- **ASSIGNMENT**
Which of the lines below contain the string "halo"? Pull each one out of the data.

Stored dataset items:
Content starts

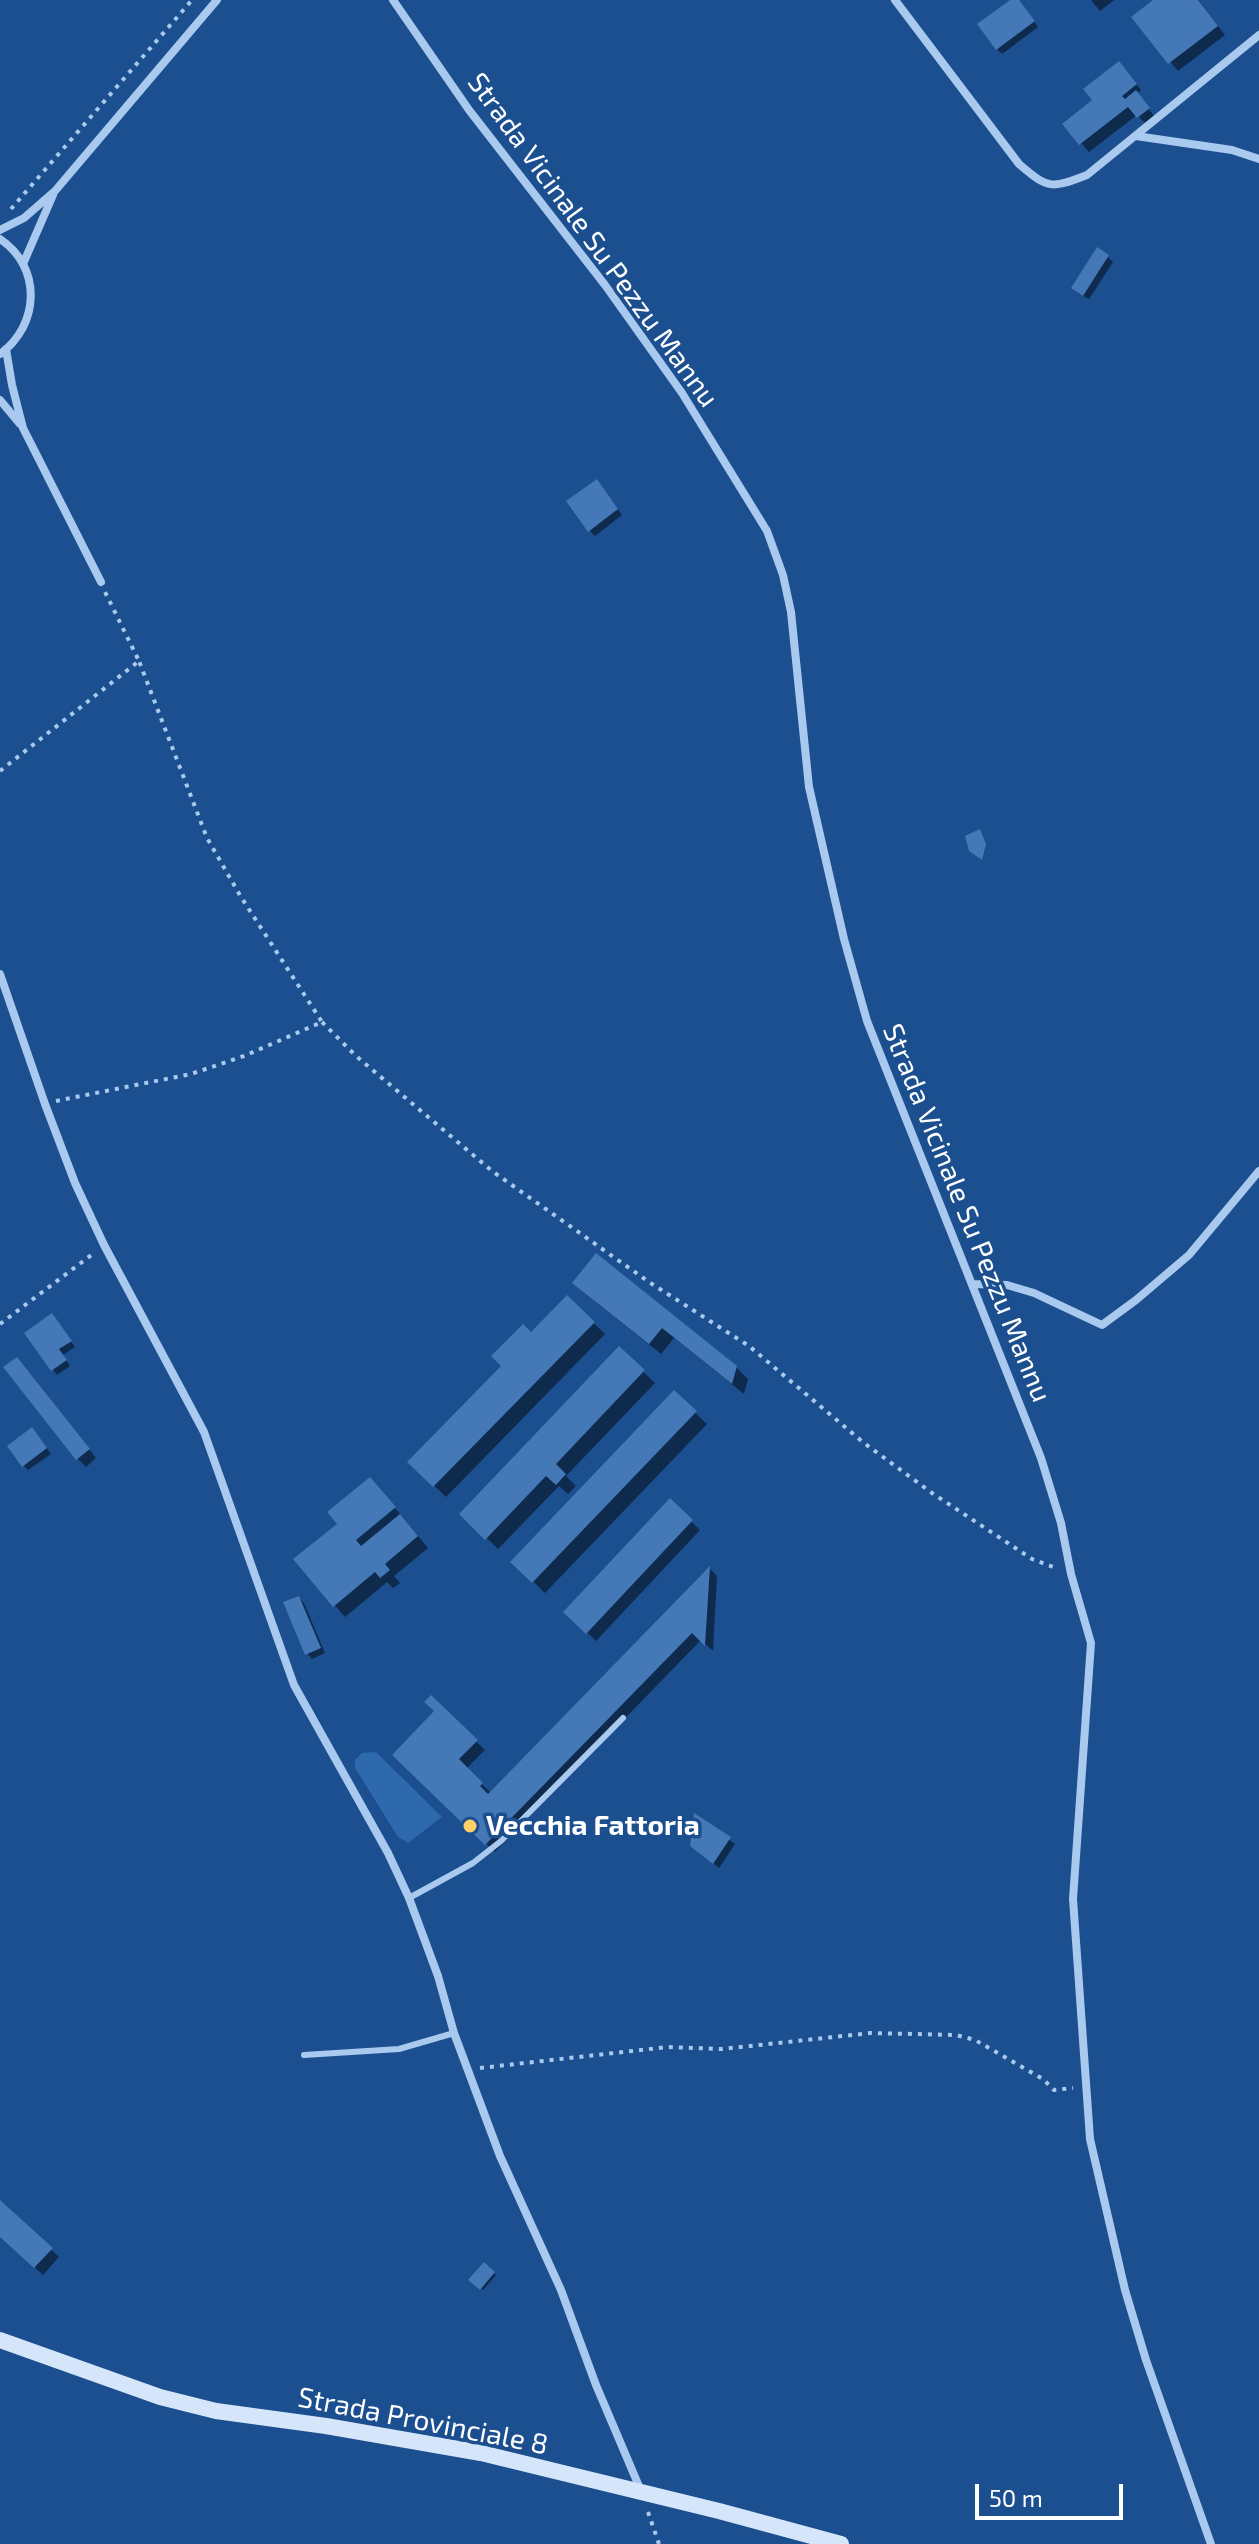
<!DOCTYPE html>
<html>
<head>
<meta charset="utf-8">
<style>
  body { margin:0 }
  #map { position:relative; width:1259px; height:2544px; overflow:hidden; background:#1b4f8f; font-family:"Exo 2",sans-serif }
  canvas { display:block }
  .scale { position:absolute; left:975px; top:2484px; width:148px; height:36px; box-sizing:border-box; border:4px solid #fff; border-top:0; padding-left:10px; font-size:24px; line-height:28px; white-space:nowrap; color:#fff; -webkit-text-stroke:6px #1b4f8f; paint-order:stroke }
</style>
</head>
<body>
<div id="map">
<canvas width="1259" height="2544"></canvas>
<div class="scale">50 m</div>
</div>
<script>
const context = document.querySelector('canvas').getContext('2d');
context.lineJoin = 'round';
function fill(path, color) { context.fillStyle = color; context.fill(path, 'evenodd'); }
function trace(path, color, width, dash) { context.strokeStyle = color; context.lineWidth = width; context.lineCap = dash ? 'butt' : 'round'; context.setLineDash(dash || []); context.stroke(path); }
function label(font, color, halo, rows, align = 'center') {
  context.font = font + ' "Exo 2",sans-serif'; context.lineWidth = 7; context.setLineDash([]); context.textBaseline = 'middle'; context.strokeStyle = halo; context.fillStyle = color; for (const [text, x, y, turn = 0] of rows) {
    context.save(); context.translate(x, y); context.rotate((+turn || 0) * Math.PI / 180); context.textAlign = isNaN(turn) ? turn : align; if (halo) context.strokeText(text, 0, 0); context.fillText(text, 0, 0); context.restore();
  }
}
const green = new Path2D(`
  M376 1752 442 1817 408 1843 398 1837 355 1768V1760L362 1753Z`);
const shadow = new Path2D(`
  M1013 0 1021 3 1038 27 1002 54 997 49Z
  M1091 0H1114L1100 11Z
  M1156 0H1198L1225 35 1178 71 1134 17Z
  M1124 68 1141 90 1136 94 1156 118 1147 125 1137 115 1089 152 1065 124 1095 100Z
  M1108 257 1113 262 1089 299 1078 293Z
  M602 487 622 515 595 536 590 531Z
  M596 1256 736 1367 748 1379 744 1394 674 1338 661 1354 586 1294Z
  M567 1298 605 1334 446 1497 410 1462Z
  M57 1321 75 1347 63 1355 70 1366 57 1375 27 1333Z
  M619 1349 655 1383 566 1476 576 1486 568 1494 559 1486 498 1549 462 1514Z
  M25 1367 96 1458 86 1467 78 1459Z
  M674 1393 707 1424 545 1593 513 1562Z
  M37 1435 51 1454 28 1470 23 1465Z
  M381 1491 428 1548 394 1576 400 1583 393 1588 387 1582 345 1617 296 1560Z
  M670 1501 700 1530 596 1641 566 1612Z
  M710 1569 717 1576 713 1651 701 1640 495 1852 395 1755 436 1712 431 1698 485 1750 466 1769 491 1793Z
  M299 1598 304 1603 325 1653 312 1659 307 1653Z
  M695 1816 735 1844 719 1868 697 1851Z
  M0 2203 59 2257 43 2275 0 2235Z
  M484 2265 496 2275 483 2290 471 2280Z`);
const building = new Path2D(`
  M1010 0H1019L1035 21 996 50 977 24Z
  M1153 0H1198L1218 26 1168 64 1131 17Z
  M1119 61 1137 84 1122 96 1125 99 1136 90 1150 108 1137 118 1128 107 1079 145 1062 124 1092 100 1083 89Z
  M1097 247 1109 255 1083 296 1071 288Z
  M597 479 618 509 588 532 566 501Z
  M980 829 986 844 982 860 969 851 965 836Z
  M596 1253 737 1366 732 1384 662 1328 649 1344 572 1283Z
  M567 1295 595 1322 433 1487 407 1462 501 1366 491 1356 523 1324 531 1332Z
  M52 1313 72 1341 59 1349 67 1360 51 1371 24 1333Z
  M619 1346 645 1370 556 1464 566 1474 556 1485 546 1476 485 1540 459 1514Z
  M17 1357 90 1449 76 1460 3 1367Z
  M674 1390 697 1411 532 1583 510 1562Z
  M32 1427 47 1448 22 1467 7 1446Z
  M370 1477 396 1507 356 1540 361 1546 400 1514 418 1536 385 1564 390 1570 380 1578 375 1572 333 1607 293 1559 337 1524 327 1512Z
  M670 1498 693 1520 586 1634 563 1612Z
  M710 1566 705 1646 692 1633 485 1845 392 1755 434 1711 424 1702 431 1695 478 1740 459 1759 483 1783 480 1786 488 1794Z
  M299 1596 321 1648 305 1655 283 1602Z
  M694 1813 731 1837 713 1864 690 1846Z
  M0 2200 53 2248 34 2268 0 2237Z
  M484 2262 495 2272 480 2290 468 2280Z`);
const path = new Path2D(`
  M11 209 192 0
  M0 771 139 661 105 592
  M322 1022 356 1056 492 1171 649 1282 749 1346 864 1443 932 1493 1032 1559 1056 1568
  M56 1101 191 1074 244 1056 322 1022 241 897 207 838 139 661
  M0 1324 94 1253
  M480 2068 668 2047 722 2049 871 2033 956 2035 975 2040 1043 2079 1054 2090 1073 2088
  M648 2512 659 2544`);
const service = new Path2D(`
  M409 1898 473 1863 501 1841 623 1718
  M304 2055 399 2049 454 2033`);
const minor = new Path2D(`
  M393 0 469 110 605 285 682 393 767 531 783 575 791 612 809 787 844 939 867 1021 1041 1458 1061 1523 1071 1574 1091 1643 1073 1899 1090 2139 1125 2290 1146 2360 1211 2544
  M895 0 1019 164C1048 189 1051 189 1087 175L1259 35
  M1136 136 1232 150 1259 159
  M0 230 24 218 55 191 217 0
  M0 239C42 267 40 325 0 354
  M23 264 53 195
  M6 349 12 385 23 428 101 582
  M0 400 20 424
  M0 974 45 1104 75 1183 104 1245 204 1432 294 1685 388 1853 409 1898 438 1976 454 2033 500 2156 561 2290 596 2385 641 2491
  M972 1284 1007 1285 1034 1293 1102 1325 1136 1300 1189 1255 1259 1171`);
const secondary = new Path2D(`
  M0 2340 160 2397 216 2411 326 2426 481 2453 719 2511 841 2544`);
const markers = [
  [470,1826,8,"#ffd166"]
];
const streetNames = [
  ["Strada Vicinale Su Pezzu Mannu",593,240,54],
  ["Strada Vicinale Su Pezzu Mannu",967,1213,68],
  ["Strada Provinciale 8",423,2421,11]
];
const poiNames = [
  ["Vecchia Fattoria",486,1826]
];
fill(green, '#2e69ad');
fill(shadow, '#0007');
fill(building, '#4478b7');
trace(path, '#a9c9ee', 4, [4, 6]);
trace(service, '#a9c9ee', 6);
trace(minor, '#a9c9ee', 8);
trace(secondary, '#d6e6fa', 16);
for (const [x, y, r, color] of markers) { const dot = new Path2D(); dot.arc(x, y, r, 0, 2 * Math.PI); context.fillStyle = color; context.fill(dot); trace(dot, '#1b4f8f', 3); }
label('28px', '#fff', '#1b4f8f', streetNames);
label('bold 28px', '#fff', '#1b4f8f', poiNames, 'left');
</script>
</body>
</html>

Content ends

- **TASK SOLUTION**
function label(font, color, halo, rows, align = 'center') {
  context.font = font + ' "Exo 2",sans-serif'; context.lineWidth = 7; context.setLineDash([]); context.textBaseline = 'middle'; context.strokeStyle = halo; context.fillStyle = color; for (const [text, x, y, turn = 0] of rows) {
    context.save(); context.translate(x, y); context.rotate((+turn || 0) * Math.PI / 180); context.textAlign = isNaN(turn) ? turn : align; if (halo) context.strokeText(text, 0, 0); context.fillText(text, 0, 0); context.restore();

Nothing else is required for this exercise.